* **EXERCISE OBJECTIVE**
Among these entries, count the lines containing the word "roads" and answer with only the number.

(Beginning of DATA FOR THIS EXERCISE)

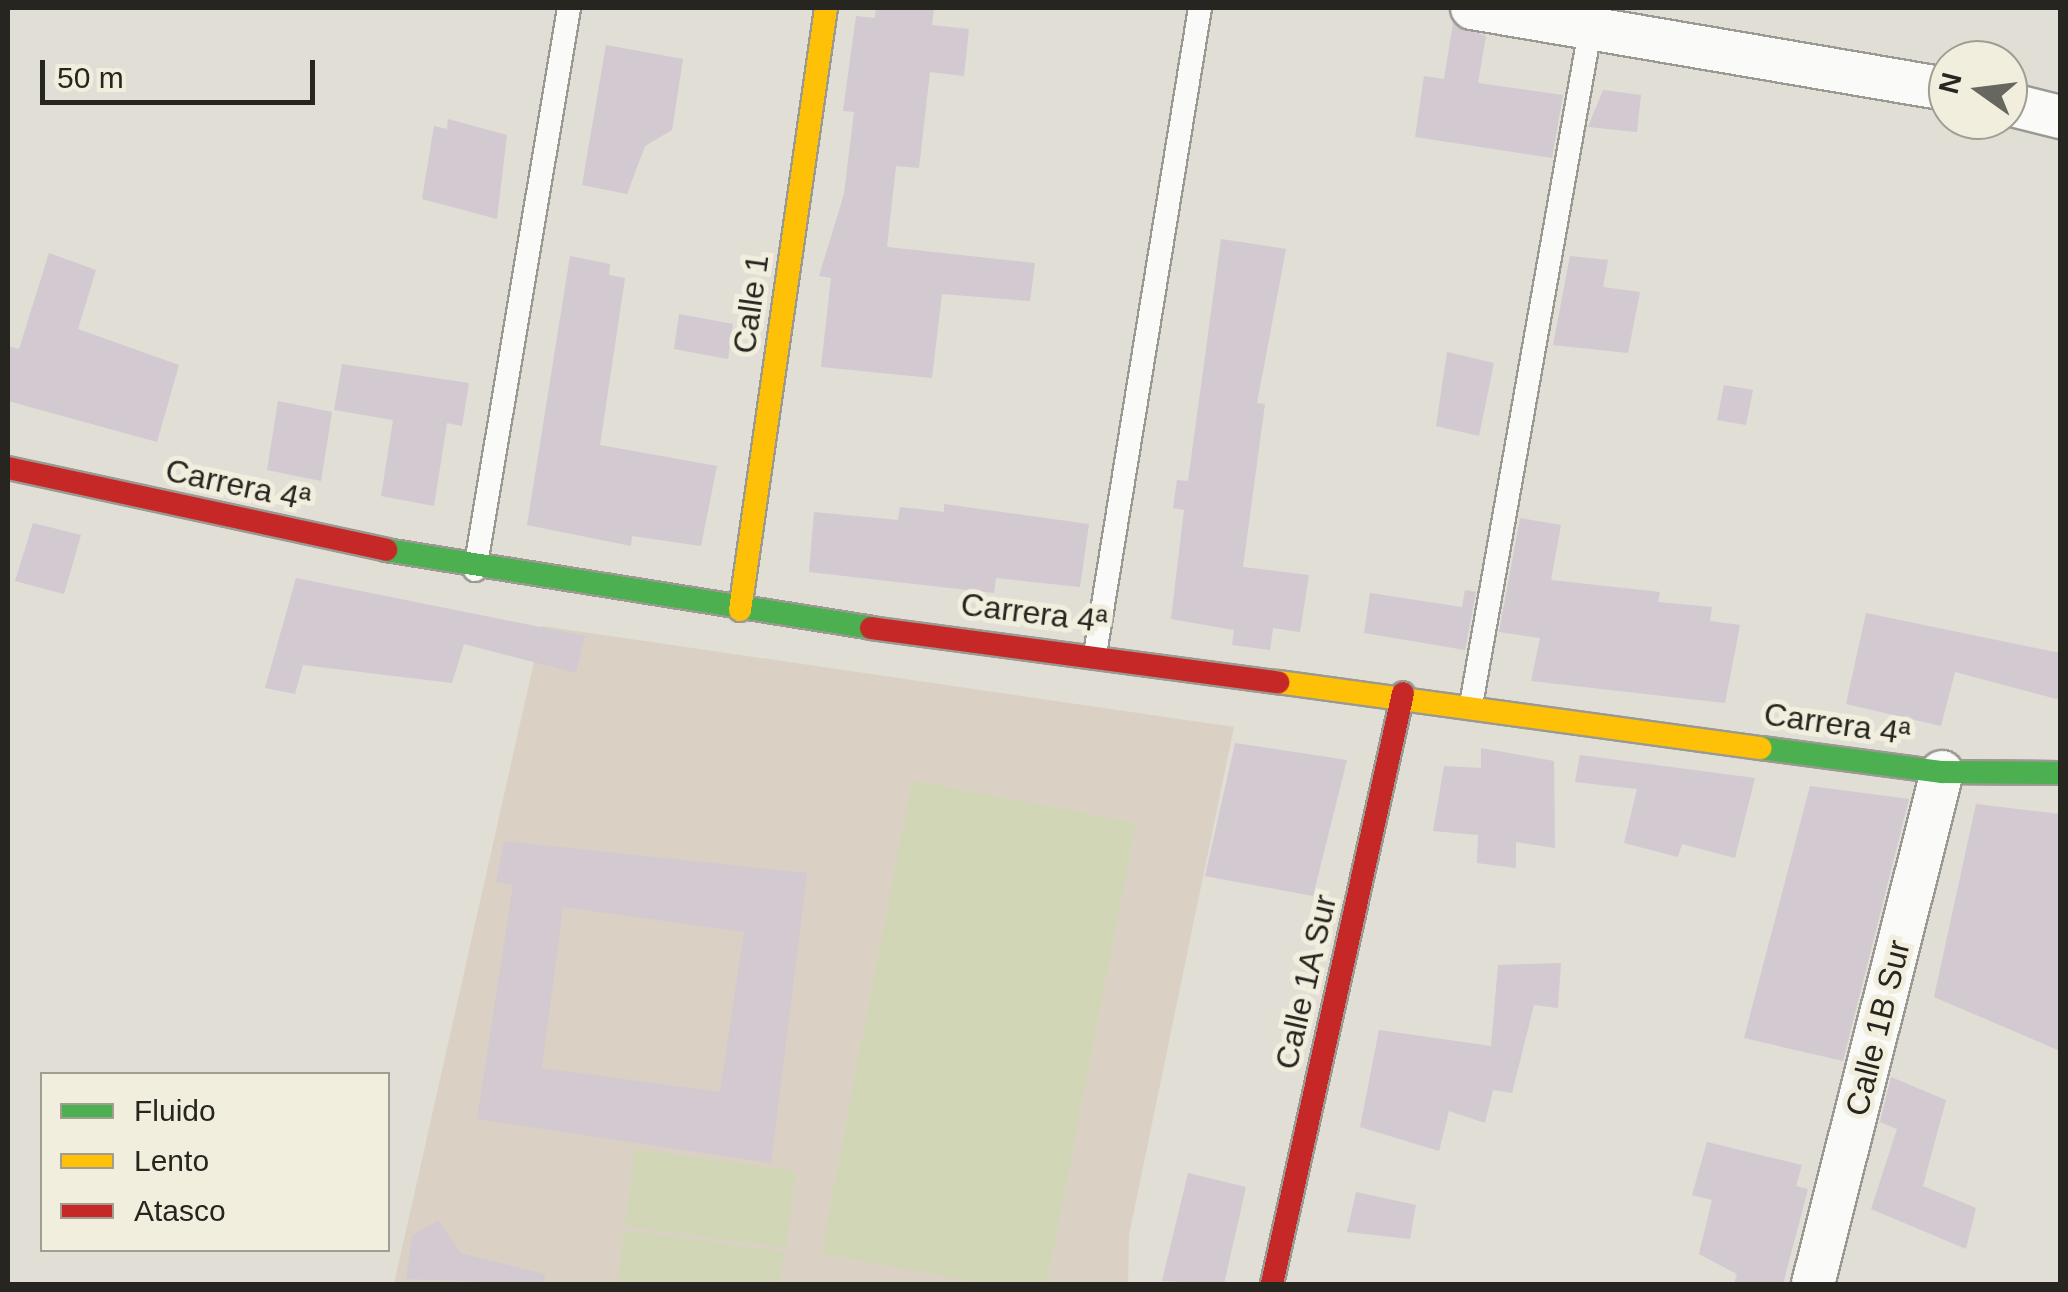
<!DOCTYPE html>
<html>
<head>
<meta charset="utf-8">
<style>
  body { margin:0 }
  #map { position:relative; width:2068px; height:1292px; overflow:hidden; background:#e0ded5; font-family:Helvetica,sans-serif }
  div>[style] { position:absolute }
  .education>* { inset:0; background:#dad1c4 }
  .green>* { inset:0; background:#d1d6b7 }
  .building>* { inset:0; background:#d2c9d1 }
  .roads { filter:drop-shadow(2px 0 #9a9992) drop-shadow(-2px 0 #9a9992) drop-shadow(0 2px #9a9992) drop-shadow(0 -2px #9a9992) }
  .lane>* { height:22px; margin:-11px; padding:0 11px; transform-origin:11px; border-radius:11px; background:#fafaf9 }
  .street>* { height:42px; margin:-21px; padding:0 21px; transform-origin:21px; border-radius:21px; background:#fafaf9 }
  .fast>* { height:22px; margin:-11px; padding:0 11px; transform-origin:11px; border-radius:11px; background:#4caf50 }
  .slow>* { height:22px; margin:-11px; padding:0 11px; transform-origin:11px; border-radius:11px; background:#ffc107 }
  .jam>* { height:22px; margin:-11px; padding:0 11px; transform-origin:11px; border-radius:11px; background:#c62828 }
  span { translate:-50% -50%; white-space:nowrap; text-align:center; line-height:1.15; -webkit-text-stroke:10px #f2eede; paint-order:stroke }
  .street-label { font-size:32px; color:#26251f }
  .frame { position:absolute; inset:0; border:10px solid #26251f; pointer-events:none }
  .legend { position:absolute; left:40px; top:1072px; width:350px; height:180px; box-sizing:border-box; background:#f2eede; border:2px solid #a09e92; margin:0; padding:12px 18px; list-style:none; font-size:30px; color:#26251f }
  .legend li { display:flex; align-items:center; gap:20px; height:50px }
  .legend b { width:50px; border:2px solid #a09e92 }
  .north { position:absolute; left:1928px; top:40px; width:100px; height:100px; box-sizing:border-box; background:#f2eede; border:2px solid #a09e92; border-radius:50%; rotate:284deg; font-size:28px; font-weight:700; line-height:40px; text-align:center; color:#26251f }
  .north::after { content:''; display:block; margin:auto; width:35px; height:45px; background:#67665f; clip-path:polygon(50% 0,100% 100%,50% 72%,0 100%) }
  .scale { position:absolute; left:40px; top:60px; width:275px; height:45px; box-sizing:border-box; border:5px solid #26251f; border-top:0; padding-left:12px; font-size:30px; line-height:35px; white-space:nowrap; color:#26251f; -webkit-text-stroke:8px #f2eede; paint-order:stroke }
</style>
</head>
<body>
<div id="map">
  <div class="education">
    <i style="clip-path:polygon(542px 626px,1234px 727px,1129px 1235px,1128px 1284px,394px 1284px)"></i>
  </div>
  <div class="green">
    <i style="clip-path:polygon(912px 780px,1136px 823px,1047px 1284px,982px 1284px,821px 1253px)"></i>
    <i style="clip-path:polygon(635px 1149px,796px 1171px,786px 1248px,625px 1226px)"></i>
    <i style="clip-path:polygon(624px 1230px,784px 1252px,780px 1284px,617px 1284px)"></i>
  </div>
  <div class="building">
    <i style="clip-path:polygon(876px 8px,934px 8px,932px 25px,969px 29px,964px 76px,930px 72px,919px 168px,896px 166px,887px 247px,1035px 263px,1030px 301px,942px 294px,932px 378px,821px 367px,831px 278px,819px 276px,844px 194px,854px 112px,843px 111px,856px 16px,875px 18px)"></i>
    <i style="clip-path:polygon(1453px 23px,1486px 36px,1478px 83px,1563px 95px,1552px 158px,1415px 137px,1424px 76px,1444px 79px)"></i>
    <i style="clip-path:polygon(606px 45px,683px 59px,672px 130px,645px 146px,627px 194px,582px 185px)"></i>
    <i style="clip-path:polygon(1603px 90px,1641px 95px,1637px 132px,1588px 127px)"></i>
    <i style="clip-path:polygon(448px 119px,507px 135px,497px 219px,422px 199px,434px 126px,447px 129px)"></i>
    <i style="clip-path:polygon(1221px 239px,1286px 249px,1257px 403px,1265px 404px,1243px 567px,1309px 575px,1300px 632px,1273px 628px,1270px 650px,1232px 645px,1234px 630px,1171px 619px,1184px 510px,1173px 508px,1177px 480px,1188px 481px)"></i>
    <i style="clip-path:polygon(49px 253px,96px 270px,78px 329px,179px 365px,157px 442px,8px 401px,8px 346px,19px 349px)"></i>
    <i style="clip-path:polygon(570px 256px,610px 264px,609px 275px,625px 278px,600px 445px,717px 466px,701px 546px,632px 536px,631px 546px,527px 525px)"></i>
    <i style="clip-path:polygon(1570px 256px,1608px 260px,1603px 287px,1640px 292px,1628px 353px,1553px 345px)"></i>
    <i style="clip-path:polygon(679px 314px,733px 324px,728px 359px,674px 349px)"></i>
    <i style="clip-path:polygon(1447px 352px,1494px 363px,1479px 436px,1436px 426px)"></i>
    <i style="clip-path:polygon(342px 364px,469px 383px,462px 426px,447px 423px,434px 506px,381px 496px,393px 420px,334px 410px)"></i>
    <i style="clip-path:polygon(1724px 385px,1753px 390px,1746px 425px,1717px 420px)"></i>
    <i style="clip-path:polygon(278px 401px,332px 412px,321px 481px,267px 470px)"></i>
    <i style="clip-path:polygon(944px 504px,1089px 524px,1080px 587px,996px 578px,994px 593px,809px 572px,814px 512px,898px 520px,900px 507px,944px 512px)"></i>
    <i style="clip-path:polygon(1520px 518px,1561px 525px,1551px 580px,1660px 592px,1658px 602px,1712px 607px,1710px 621px,1740px 625px,1725px 703px,1531px 681px,1540px 638px,1499px 632px)"></i>
    <i style="clip-path:polygon(33px 523px,81px 535px,64px 594px,15px 581px)"></i>
    <i style="clip-path:polygon(296px 578px,585px 636px,576px 673px,464px 644px,452px 683px,303px 665px,295px 694px,265px 688px)"></i>
    <i style="clip-path:polygon(1465px 590px,1476px 592px,1465px 650px,1364px 633px,1370px 593px,1462px 607px)"></i>
    <i style="clip-path:polygon(1866px 613px,2060px 653px,2060px 700px,1955px 672px,1941px 726px,1846px 704px)"></i>
    <i style="clip-path:polygon(1235px 743px,1347px 760px,1313px 896px,1205px 876px)"></i>
    <i style="clip-path:polygon(1481px 748px,1554px 761px,1555px 848px,1516px 842px,1516px 868px,1477px 863px,1478px 835px,1433px 831px,1444px 766px,1481px 768px)"></i>
    <i style="clip-path:polygon(1580px 755px,1755px 778px,1735px 858px,1682px 844px,1678px 857px,1624px 843px,1637px 789px,1575px 782px)"></i>
    <i style="clip-path:polygon(1810px 786px,1909px 799px,1843px 1061px,1744px 1038px)"></i>
    <i style="clip-path:polygon(1976px 804px,2060px 814px,2060px 1051px,1934px 997px)"></i>
    <i style="clip-path:polygon(evenodd,504px 841px,807px 873px,771px 1163px,477px 1119px,513px 885px,496px 882px,504px 841px,563px 907px,744px 932px,720px 1092px,542px 1068px,563px 907px)"></i>
    <i style="clip-path:polygon(1561px 963px,1558px 1008px,1534px 1005px,1512px 1093px,1493px 1090px,1485px 1123px,1449px 1111px,1439px 1151px,1360px 1127px,1379px 1030px,1491px 1046px,1498px 965px)"></i>
    <i style="clip-path:polygon(1891px 1077px,1946px 1100px,1923px 1186px,1976px 1208px,1966px 1249px,1871px 1209px,1897px 1129px,1880px 1122px)"></i>
    <i style="clip-path:polygon(1707px 1142px,1802px 1165px,1796px 1186px,1808px 1189px,1783px 1284px,1734px 1284px,1737px 1274px,1699px 1254px,1712px 1200px,1692px 1195px)"></i>
    <i style="clip-path:polygon(1188px 1173px,1246px 1187px,1224px 1284px,1162px 1281px)"></i>
    <i style="clip-path:polygon(1356px 1192px,1416px 1205px,1410px 1239px,1347px 1232px)"></i>
    <i style="clip-path:polygon(438px 1220px,461px 1253px,545px 1274px,544px 1284px,406px 1279px,412px 1236px)"></i>
  </div>
  <div class="roads">
    <div class="lane">
      <i style="left:475px;top:570px;width:570px;rotate:-80.5deg"></i>
      <i style="left:1095px;top:654px;width:654px;rotate:-80.77deg"></i>
      <i style="left:1471px;top:705px;width:697px;rotate:-80deg"></i>
    </div>
    <div class="street">
      <i style="left:1472px;top:8px;width:483px;rotate:9.7deg"></i>
      <i style="left:2008px;top:104px;width:54px;rotate:14deg"></i>
      <i style="left:1813px;top:1284px;width:528px;rotate:-75.86deg"></i>
    </div>
    <div class="fast">
      <i style="left:386px;top:550px;width:491px;rotate:9.1deg"></i>
      <i style="left:1761px;top:748px;width:183px;rotate:7.6deg"></i>
      <i style="left:1942px;top:772px;width:118px;rotate:0.5deg"></i>
    </div>
    <div class="slow">
      <i style="left:740px;top:610px;width:608px;rotate:-81.87deg"></i>
      <i style="left:1278px;top:682px;width:487px;rotate:7.8deg"></i>
    </div>
    <div class="jam">
      <i style="left:8px;top:468px;width:387px;rotate:12.2deg"></i>
      <i style="left:871px;top:628px;width:411px;rotate:7.6deg"></i>
      <i style="left:1272px;top:1284px;width:605px;rotate:-77.5deg"></i>
    </div>
  </div>
  <div class="street-label">
    <span style="left:751px;top:304px;rotate:-82deg">Calle 1</span>
    <span style="left:238px;top:485px;rotate:12deg">Carrera 4ª</span>
    <span style="left:1034px;top:613px;rotate:7deg">Carrera 4ª</span>
    <span style="left:1837px;top:724px;rotate:8deg">Carrera 4ª</span>
    <span style="left:1306px;top:982px;rotate:-77deg">Calle 1A Sur</span>
    <span style="left:1878px;top:1028px;rotate:-76deg">Calle 1B Sur</span>
  </div>
  <div class="frame"></div>
  <ul class="legend">
  <li><b style="height:12px;background:#4caf50"></b>Fluido</li>
  <li><b style="height:12px;background:#ffc107"></b>Lento</li>
  <li><b style="height:12px;background:#c62828"></b>Atasco</li>
  </ul>
  <div class="north">N</div>
  <div class="scale">50 m</div>
</div>
</body>
</html>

(End of DATA FOR THIS EXERCISE)

* **RESPONSE TO THE EXERCISE**
2